What products are the best fresh vs frozen vs canned vegetables and fruits.
Fresh fruit and veg are those that are either ripened on the vine and sold straight away (eg tomatoes) or ripened post-harvest in transit (eg bananas).
Plants absorb the majority of their nutrients from the soil in the early stages of growth, and can continue to synthesise macronutrients and micronutrients after they’re harvested. So, is freshly picked food always the most nutritious option?
It depends. Much of the food’s nutritional value is down to the soil content, so if you’re buying local and organic, and consuming shortly after harvest or ripening, then yes, this is the way to consume your fruit and vegetables to ensure maximum nutrition.
EAT: Anything you’ve grown yourself, or organic produce from your local farmers’ market.
Freezing ‘locks in’ freshness, right? Well, that is determined by the food and the processes used in production.
As a rule, frozen fruit and veg are ripened and undergo minimal processing before freezing, though some are blanched in hot water to deactivate enzymes that can alter nutritional state, colour, smell and flavour.
Frozen fruit and veg can be as nutritional as fresh goods. In fact, if you’re not eating the freshest food, frozen could be the way to go.
In a study, fresh peas were found to lose 15 per cent of their vitamin C after seven days when stored in the fridge, and 60 per cent when stored at room temperature. However, when frozen, they only lost 10 per cent after 12 months.
EAT: Opt for frozen peas and stock up with frozen berries for postrun smoothies. Frozen spinach is a great option if you find those leafy greens wilting in the back of your fridge.
Tinned fruit and veg tend to have a bad reputation.

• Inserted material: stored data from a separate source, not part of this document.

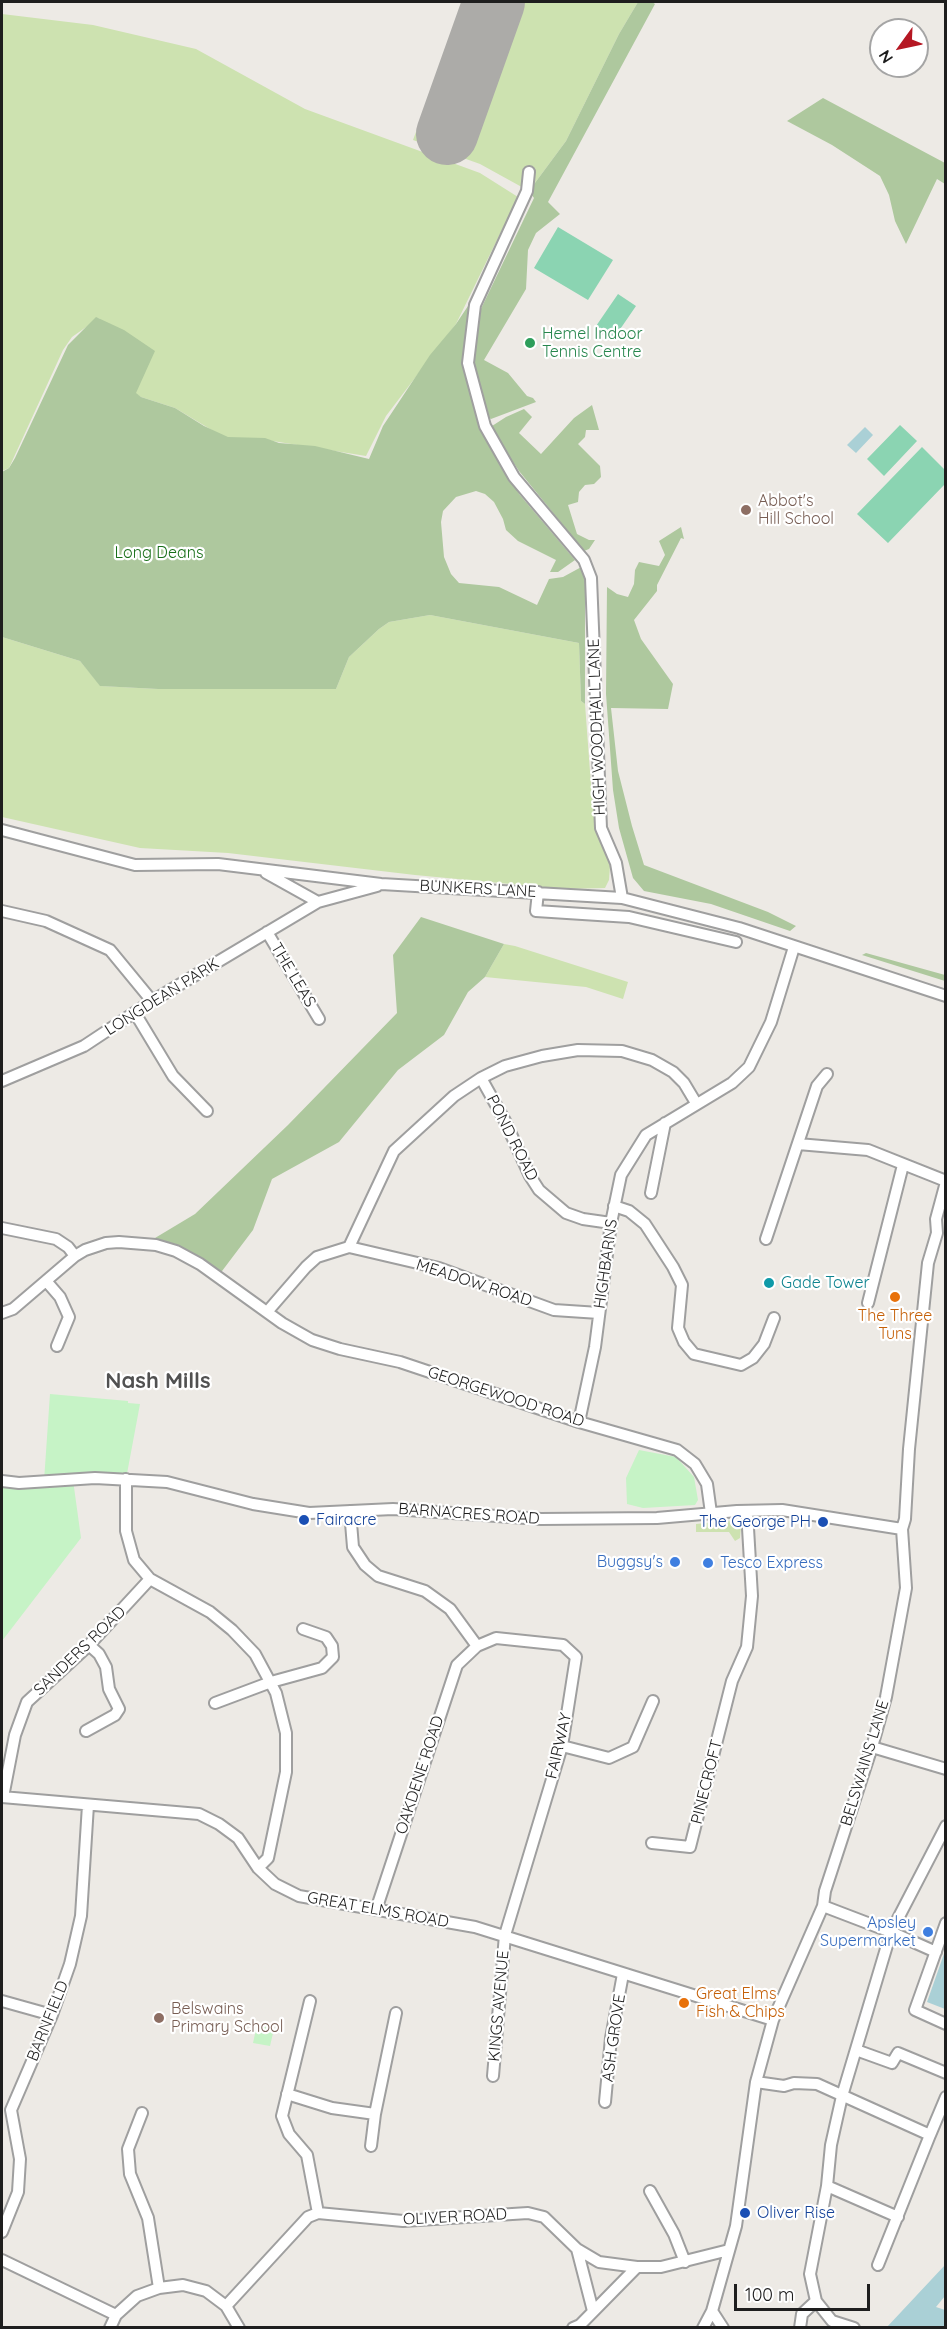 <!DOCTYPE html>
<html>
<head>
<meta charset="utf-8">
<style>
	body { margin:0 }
	#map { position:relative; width:947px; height:2329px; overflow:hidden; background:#edeae5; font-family:Quicksand,sans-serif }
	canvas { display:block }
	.frame { position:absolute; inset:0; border:3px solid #1e1e1e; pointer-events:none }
	.north { position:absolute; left:869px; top:18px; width:60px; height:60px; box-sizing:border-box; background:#fff; border:2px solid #a5a5a5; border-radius:50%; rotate:237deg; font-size:16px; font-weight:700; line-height:24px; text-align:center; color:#1e1e1e }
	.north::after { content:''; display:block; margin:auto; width:21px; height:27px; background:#b51723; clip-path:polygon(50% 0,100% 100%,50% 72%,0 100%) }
	.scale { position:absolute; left:734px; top:2284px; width:136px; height:27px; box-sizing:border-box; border:3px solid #1e1e1e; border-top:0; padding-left:8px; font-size:18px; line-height:21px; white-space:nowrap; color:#1e1e1e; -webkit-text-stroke:4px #fff; paint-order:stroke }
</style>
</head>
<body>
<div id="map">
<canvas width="947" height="2329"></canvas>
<div class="frame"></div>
<div class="north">N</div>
<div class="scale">100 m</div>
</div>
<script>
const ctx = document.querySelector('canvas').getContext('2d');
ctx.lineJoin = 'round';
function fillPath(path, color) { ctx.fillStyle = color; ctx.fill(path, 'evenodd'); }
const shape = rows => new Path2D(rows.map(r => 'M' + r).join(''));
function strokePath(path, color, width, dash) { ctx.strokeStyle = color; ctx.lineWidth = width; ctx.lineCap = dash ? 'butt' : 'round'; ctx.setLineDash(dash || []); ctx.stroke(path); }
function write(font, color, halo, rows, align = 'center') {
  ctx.font = font + ' Quicksand,sans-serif'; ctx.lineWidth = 4.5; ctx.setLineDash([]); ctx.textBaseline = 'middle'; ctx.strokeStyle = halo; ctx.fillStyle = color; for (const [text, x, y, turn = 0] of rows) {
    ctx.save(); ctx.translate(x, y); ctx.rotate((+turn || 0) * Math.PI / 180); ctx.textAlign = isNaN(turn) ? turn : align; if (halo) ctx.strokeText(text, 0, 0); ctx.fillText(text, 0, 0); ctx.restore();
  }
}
fillPath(shape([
	[464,2,638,2,619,34,566,141,529,191,480,164,413,140],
	[2,14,93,25,196,49,305,109,480,173,518,197,456,324,386,416,366,456,254,438,225,438,175,408,141,397,135,394,99,318,72,337,63,350,9,468,2,471],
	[430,615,579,643,581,701,585,704,591,785,610,866,609,880,605,888,564,889,415,875,228,853,140,848,2,817,2,637,80,661,101,686,158,689,336,689,349,657,379,629,389,622],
	[504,944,515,946,628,982,623,999,586,987,485,977],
	[736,1520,741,1526,740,1538,735,1541,729,1532,696,1532,696,1524]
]), '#cde2b0');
fillPath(shape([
	[638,2,652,2,655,4,548,202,560,214,536,233,528,250,526,289,484,360,508,373,527,396,533,398,536,402,491,419,486,416,472,366,478,315,534,198,529,191,566,141,619,34],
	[823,98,945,163,945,184,937,179,906,244,895,221,889,195,880,176,832,145,787,121],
	[468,306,473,309,466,372,472,400,483,429,502,467,520,495,575,560,558,572,550,572,556,560,518,541,506,530,503,519,494,502,485,494,476,491,456,497,443,511,441,522,444,557,451,574,459,583,499,587,537,605,549,579,563,577,585,565,585,704,581,701,579,643,430,615,389,622,379,629,349,657,336,689,158,689,100,686,80,661,2,637,2,472,9,468,15,458,68,345,96,317,124,330,155,351,136,393,141,397,175,408,204,426,228,437,265,438,279,443,315,446,369,459,383,426,430,355,456,324],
	[592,405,599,430,586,430,585,437,578,444,600,466,601,477,594,484,585,485,579,492,578,502,568,505,577,534,589,540,595,540,589,549,584,551,519,471,494,433,492,426,506,417,524,409,532,417,519,433,541,454,574,418],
	[681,527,684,539,681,538,657,585,657,591,634,620,641,639,673,684,668,709,611,708,618,771,632,826,644,865,768,912,796,926,790,931,711,904,644,891,633,878,619,828,613,790,606,694,607,587,617,594,628,597,634,584,635,570,639,562,659,566,665,555,659,541],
	[421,917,504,944,485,977,468,992,444,1035,398,1070,339,1142,272,1179,253,1230,216,1279,150,1241,195,1214,288,1125,397,1013,393,955],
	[866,953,945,975,945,981,862,955]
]), '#aec89e');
fillPath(shape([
	[50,1394,128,1401,128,1403,140,1404,126,1479,73,1480,81,1538,2,1641,2,1481,44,1481],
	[639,1450,676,1457,694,1477,698,1500,695,1505,643,1508,627,1504,626,1478],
	[257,2025,274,2029,270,2046,253,2043]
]), '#c6f3c6');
fillPath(shape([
	[558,227,613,260,588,300,534,268],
	[618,294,636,306,612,341,594,329],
	[900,425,917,441,884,476,867,459],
	[922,447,945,470,945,484,888,543,857,514]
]), '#8bd4b2');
fillPath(shape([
	[865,427,873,435,856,453,847,445],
	[945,1951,946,2009,945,2009,927,2002],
	[945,2265,945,2296,936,2307,945,2310,945,2327,887,2327]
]), '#aad0d6');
strokePath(shape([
	[447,134,494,2]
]), '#acaba8', 62);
const minor = shape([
	[529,172,527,191,475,305,468,363,485,426,514,477,584,560,591,578,601,828,616,863,622,898],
	[2,830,135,865,218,864,381,884,622,898,739,928,946,996],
	[266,873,318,902],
	[538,892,536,911,629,917,736,942],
	[2,911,46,921,110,950,152,1001],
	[267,932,319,1019],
	[135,1013,173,1076,207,1111],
	[481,1078,505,1121,530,1176,539,1190,566,1213,583,1219,611,1223],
	[2,1081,84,1046,152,1001,318,902,377,886],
	[798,1144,868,1150,946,1181],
	[651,1193,665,1123],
	[614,1206,629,1211,645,1224,673,1267,682,1285,678,1328,684,1342,694,1354,741,1365,753,1358,764,1344,774,1318],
	[2,1228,56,1239,68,1247,75,1256],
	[766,1239,817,1086,827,1074],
	[349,1247,439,1268,554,1310,599,1313],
	[47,1282,60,1297,69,1317,57,1346],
	[868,1303,903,1165],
	[267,1312,306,1267,317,1257,349,1247,394,1151,454,1096,481,1078,505,1066,542,1056,578,1050,622,1051,652,1060,673,1072,684,1083,696,1103],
	[2,1313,13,1309,75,1256,85,1250,106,1243,119,1242,156,1245,176,1251,200,1264,282,1323,312,1340,340,1349,400,1362,579,1422,677,1450,695,1464,707,1484,711,1513],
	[579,1422,595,1347,611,1223,621,1175,646,1135,732,1083,749,1067,771,1022,794,947],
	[126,1479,126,1531,134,1560,150,1579,210,1612,232,1630,255,1654,276,1693,286,1733,286,1772,268,1858,258,1868],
	[2,1481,19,1483,95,1478,167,1482,253,1504,309,1513,393,1509,541,1519,657,1518,737,1511,782,1510,902,1529],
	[350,1511,353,1547,365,1565,378,1576,425,1591,450,1609,477,1646],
	[215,1703,271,1682,322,1668,333,1657,332,1646,326,1637,303,1629],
	[86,1731,115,1715,119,1709,109,1689,106,1667,99,1654,89,1645],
	[562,1746,609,1758,633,1747,653,1701],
	[872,1747,946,1769],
	[2,1797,199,1814,219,1824,238,1838,258,1868,275,1884,299,1896,475,1927,773,2020],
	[3,1797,15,1735,27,1702,89,1645,150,1579],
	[652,1843,690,1847,732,1681,747,1647,752,1596,747,1511],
	[823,1906,891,1932,936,1952],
	[376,1910,457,1665,477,1646,496,1638,563,1645,576,1657,562,1746,505,1935,493,2076],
	[946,1923,915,2010,946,2024],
	[2,2001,52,2015],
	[310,2001,282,2116,289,2134,307,2155,318,2213],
	[856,2050,892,2063,898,2053,946,2073],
	[756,2082,784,2086,794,2083,817,2084,930,2135,878,2265],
	[287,2094,332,2108,375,2114],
	[605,2102,611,2038,623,1974],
	[142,2113,128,2149,130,2174,148,2218,159,2288],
	[930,2135,946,2097],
	[371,2146,375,2114,396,2013],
	[827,2186,898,2217],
	[650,2191,674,2234,685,2262],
	[2,2232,18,2192,20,2159,11,2110,52,2015,70,1964,81,1916,88,1805],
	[577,2249,593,2311],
	[2,2260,116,2315],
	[226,2306,308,2217,318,2213,403,2221,528,2213,544,2217,577,2249,599,2262,637,2267,661,2267,729,2250],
	[712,2311,723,2328],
	[110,2328,116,2315,137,2296,159,2288,183,2285,206,2291,226,2306,239,2328],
	[573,2328,580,2325,637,2267],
	[703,2328,712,2311,736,2226,756,2082,773,2020,823,1906,825,1891,872,1747,886,1697,906,1588,902,1529,905,1519,909,1449,928,1263,937,1233,936,1219,946,1182],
	[800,2328,802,2314,816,2301],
	[854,2328,832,2321,816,2301,810,2274,827,2186,831,2145,842,2096,891,1932,946,1826]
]);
strokePath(minor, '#9f9f9f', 14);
strokePath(minor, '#fff', 10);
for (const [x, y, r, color] of [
	[530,343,6,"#2e9e5b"],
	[746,510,6,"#8d6e63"],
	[769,1283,6,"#0f9aa8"],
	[895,1297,6,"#e8710a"],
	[304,1520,6,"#1a4fb4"],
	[823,1522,6,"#1a4fb4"],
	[675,1562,6,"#3f7fe0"],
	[708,1563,6,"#3f7fe0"],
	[928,1932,6,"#3f7fe0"],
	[684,2003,6,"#e8710a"],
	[159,2018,6,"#8d6e63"],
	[745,2213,6,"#1a4fb4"]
]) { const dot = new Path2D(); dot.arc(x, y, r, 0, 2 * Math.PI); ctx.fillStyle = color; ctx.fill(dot); strokePath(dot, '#fff', 2); }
write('16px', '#27864d', '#fff', [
	["Hemel Indoor",542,334],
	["Tennis Centre",542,352]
], 'left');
write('16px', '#785e54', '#fff', [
	["Abbot's",758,501],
	["Hill School",758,519],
	["Belswains",171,2009],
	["Primary School",171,2027]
], 'left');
write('16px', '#186f18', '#fff', [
	["Long Deans",159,553]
]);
write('16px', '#1e1e1e', '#fff', [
	["HIGH WOODHALL LANE",597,727,-92],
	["BUNKERS LANE",478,889,3],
	["THE LEAS",293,975,59],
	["LONGDEAN PARK",162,997,-32],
	["POND ROAD",512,1138,63],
	["HIGHBARNS",606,1264,-82],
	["MEADOW ROAD",474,1283,18],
	["GEORGEWOOD ROAD",506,1397,18],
	["BARNACRES ROAD",469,1514,4],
	["SANDERS ROAD",80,1651,-44],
	["FAIRWAY",559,1746,-77],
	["BELSWAINS LANE",865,1763,-73],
	["OAKDENE ROAD",420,1775,-72],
	["PINECROFT",707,1782,-76],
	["GREAT ELMS ROAD",378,1910,10],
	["KINGS AVENUE",499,2006,-85],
	["BARNFIELD",48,2021,-68],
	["ASH GROVE",614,2038,-82],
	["OLIVER ROAD",455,2217,-3]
]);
write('16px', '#0d838f', '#fff', [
	["Gade Tower",781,1283]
], 'left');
write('16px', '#c56008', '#fff', [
	["The Three",895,1316],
	["Tuns",895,1334],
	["Great Elms",696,1994,"left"],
	["Fish & Chips",696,2012,"left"]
]);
write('16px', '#164399', '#fff', [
	["Fairacre",316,1520],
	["The George PH",811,1522,"right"],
	["Oliver Rise",757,2213]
], 'left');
write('16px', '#366cbe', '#fff', [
	["Buggsy's",663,1562],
	["Tesco Express",720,1563,"left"],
	["Apsley",916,1923],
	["Supermarket",916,1941]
], 'right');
write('bold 22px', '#515151', '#fff', [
	["Nash Mills",158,1381]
]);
</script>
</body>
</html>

Some tinned foods undergo a lot of processing to lengthen their shelf lives, such as blanching and the addition of salt, syrup or additives.
These processes can also affect nutrients, particularly water-soluble nutrients such as vitamin C.
And some tins are lined with bisphenol-A (BPA), a chemical associated with an increased risk of cancer, so opt for BPA-free tins when possible.
But there are instances where tinned is best. The heating process used in preserving tinned tomatoes makes the antioxidant lycopene more bioavailable.
EAT: Tinned tomatoes are great for cooking up a postrun stew or curry. Tins of pulses such as cannellini beans, chickpeas and lentils tend to undergo minimal processing and, therefore, retain their nutrients.
The bioavailability of nutrients we consume differs from food to food, with some benefiting from these processing methods and others suffering.
Freezing and canning have their pros and cons, which can vary depending on the food. The bottom line is that packing your diet with a variety of vegetables is hugely beneficial, however you’re sourcing them.
Nothing beats the nutrient density (and tastiness) of grow-your-own freshness, but for convenience and health rolled into one, frozen is often a great option.